Requirement
Find the word "weight" in the data, then copy each line where it is found.
==== Study material
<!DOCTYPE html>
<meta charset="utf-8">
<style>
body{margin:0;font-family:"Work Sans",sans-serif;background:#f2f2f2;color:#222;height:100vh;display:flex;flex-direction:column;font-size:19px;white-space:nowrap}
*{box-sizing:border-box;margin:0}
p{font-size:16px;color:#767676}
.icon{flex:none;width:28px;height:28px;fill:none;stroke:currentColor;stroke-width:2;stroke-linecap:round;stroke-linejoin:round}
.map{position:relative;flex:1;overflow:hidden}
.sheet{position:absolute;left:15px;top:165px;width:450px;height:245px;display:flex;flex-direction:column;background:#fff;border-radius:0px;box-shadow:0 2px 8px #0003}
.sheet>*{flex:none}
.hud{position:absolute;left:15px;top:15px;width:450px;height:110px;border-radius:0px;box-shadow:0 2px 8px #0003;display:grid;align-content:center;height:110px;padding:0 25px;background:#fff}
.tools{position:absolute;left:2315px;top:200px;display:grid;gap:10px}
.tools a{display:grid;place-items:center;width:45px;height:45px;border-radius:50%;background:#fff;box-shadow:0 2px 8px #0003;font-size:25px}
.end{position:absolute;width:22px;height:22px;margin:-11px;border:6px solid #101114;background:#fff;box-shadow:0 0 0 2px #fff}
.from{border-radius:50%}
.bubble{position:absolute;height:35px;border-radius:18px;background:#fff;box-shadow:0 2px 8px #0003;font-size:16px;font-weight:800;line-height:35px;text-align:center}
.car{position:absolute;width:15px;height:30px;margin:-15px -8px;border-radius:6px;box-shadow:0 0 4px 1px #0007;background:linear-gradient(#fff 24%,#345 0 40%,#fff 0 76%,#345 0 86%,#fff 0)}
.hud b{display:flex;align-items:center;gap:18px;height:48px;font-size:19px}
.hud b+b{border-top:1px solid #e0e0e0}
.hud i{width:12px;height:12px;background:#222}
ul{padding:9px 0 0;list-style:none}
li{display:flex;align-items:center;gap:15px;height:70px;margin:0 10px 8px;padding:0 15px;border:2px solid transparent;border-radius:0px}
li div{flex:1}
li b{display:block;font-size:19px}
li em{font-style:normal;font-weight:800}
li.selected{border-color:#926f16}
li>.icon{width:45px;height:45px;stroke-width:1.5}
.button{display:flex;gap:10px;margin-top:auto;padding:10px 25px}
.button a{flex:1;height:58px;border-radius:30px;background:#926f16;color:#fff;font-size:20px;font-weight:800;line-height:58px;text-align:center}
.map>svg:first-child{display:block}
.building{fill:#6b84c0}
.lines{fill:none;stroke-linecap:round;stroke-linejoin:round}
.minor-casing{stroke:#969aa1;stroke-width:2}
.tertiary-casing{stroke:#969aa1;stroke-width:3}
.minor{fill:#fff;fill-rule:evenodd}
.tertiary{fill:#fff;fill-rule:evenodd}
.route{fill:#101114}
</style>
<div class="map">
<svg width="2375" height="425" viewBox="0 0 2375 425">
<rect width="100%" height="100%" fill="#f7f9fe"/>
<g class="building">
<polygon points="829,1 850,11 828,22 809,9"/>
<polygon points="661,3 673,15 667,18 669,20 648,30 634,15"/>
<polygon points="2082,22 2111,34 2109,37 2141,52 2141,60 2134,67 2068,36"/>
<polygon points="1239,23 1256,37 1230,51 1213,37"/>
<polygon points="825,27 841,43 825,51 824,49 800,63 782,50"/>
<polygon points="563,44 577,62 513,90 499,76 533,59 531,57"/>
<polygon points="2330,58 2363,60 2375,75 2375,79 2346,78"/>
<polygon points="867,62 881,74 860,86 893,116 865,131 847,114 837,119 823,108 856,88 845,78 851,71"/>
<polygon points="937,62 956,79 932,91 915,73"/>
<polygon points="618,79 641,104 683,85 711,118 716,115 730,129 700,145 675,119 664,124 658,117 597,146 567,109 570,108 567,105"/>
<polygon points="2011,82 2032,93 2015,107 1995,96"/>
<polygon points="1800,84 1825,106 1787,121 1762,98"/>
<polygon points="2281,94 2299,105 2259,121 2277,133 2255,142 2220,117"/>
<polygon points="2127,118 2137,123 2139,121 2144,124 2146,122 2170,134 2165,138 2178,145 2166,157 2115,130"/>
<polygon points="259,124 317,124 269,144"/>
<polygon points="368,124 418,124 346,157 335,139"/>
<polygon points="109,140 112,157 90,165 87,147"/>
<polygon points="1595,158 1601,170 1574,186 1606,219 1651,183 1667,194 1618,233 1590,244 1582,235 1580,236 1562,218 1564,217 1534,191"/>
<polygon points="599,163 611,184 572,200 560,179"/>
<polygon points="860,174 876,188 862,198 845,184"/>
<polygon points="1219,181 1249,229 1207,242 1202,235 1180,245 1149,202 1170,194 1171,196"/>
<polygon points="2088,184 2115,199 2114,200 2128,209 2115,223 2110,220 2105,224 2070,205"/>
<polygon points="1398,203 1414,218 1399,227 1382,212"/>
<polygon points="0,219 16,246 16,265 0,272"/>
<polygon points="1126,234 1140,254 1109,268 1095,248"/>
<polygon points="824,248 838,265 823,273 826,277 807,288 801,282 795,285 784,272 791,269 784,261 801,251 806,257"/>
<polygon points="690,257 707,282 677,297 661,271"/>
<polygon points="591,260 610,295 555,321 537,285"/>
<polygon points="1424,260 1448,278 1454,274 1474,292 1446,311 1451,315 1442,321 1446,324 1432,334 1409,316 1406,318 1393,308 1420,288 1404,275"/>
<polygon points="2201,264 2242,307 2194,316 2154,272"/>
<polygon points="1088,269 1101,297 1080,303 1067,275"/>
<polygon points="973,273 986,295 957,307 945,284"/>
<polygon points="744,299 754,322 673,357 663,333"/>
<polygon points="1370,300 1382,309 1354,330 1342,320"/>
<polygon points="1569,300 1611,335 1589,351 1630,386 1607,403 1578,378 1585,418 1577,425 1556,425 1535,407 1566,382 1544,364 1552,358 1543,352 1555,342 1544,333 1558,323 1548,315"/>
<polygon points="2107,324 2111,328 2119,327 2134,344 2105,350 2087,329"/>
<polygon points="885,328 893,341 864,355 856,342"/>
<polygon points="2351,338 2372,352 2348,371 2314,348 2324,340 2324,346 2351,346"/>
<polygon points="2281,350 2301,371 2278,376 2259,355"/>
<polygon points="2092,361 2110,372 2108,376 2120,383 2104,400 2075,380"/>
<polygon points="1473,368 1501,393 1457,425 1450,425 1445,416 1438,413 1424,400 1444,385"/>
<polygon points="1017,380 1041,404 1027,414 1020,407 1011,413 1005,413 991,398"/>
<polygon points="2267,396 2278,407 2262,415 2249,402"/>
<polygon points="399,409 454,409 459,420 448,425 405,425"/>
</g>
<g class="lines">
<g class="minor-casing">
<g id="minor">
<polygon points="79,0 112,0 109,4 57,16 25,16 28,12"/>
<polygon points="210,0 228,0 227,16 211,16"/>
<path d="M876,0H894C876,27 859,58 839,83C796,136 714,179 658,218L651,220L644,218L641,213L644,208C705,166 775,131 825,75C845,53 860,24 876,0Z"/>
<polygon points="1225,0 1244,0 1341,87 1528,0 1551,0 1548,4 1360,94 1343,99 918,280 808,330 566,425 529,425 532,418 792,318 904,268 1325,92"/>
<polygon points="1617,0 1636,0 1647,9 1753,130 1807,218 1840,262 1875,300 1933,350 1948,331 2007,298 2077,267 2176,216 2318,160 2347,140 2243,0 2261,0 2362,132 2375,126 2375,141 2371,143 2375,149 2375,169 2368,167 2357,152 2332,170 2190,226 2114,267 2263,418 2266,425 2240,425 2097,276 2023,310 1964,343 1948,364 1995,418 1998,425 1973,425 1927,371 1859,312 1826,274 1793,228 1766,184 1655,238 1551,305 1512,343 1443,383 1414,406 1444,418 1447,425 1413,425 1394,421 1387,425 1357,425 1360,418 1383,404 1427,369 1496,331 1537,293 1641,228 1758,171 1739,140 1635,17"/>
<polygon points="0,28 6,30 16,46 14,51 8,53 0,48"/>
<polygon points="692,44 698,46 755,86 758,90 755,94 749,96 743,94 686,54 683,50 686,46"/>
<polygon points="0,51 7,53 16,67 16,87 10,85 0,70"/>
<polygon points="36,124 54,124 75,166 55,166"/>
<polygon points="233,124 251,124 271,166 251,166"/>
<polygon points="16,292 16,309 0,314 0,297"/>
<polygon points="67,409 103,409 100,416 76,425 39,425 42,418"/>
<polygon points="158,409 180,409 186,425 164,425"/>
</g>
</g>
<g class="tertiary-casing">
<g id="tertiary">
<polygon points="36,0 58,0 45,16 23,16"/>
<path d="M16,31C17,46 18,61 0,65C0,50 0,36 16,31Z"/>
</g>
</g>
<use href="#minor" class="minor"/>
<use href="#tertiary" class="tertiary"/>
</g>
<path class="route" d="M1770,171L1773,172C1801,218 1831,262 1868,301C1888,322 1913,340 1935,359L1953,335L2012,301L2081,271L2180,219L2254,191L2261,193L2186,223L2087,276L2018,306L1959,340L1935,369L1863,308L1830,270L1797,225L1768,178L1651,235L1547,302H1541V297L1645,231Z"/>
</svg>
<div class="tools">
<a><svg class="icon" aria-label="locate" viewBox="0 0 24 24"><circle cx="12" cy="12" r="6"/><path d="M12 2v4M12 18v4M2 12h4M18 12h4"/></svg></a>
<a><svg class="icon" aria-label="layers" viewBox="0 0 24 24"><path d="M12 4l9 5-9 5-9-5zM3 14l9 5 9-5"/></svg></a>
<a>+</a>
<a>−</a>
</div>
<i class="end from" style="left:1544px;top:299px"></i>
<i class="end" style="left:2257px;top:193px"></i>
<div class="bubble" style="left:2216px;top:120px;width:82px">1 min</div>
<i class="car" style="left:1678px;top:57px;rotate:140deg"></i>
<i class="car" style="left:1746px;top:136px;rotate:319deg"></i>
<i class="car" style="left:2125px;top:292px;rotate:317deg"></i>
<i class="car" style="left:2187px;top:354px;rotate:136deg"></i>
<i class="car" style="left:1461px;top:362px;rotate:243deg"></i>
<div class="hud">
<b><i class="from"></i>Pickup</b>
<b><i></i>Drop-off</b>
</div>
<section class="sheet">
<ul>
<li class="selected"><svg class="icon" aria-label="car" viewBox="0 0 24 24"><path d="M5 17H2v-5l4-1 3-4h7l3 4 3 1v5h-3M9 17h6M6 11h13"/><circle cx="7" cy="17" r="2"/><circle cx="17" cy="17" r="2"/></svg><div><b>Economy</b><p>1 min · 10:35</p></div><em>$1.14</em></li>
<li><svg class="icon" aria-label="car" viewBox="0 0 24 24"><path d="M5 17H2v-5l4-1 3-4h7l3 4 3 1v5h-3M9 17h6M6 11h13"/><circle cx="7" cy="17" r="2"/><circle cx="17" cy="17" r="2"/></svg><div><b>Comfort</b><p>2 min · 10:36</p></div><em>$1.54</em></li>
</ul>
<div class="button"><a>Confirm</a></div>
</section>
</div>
========
Expected answer
.bubble{position:absolute;height:35px;border-radius:18px;background:#fff;box-shadow:0 2px 8px #0003;font-size:16px;font-weight:800;line-height:35px;text-align:center}
li em{font-style:normal;font-weight:800}
.button a{flex:1;height:58px;border-radius:30px;background:#926f16;color:#fff;font-size:20px;font-weight:800;line-height:58px;text-align:center}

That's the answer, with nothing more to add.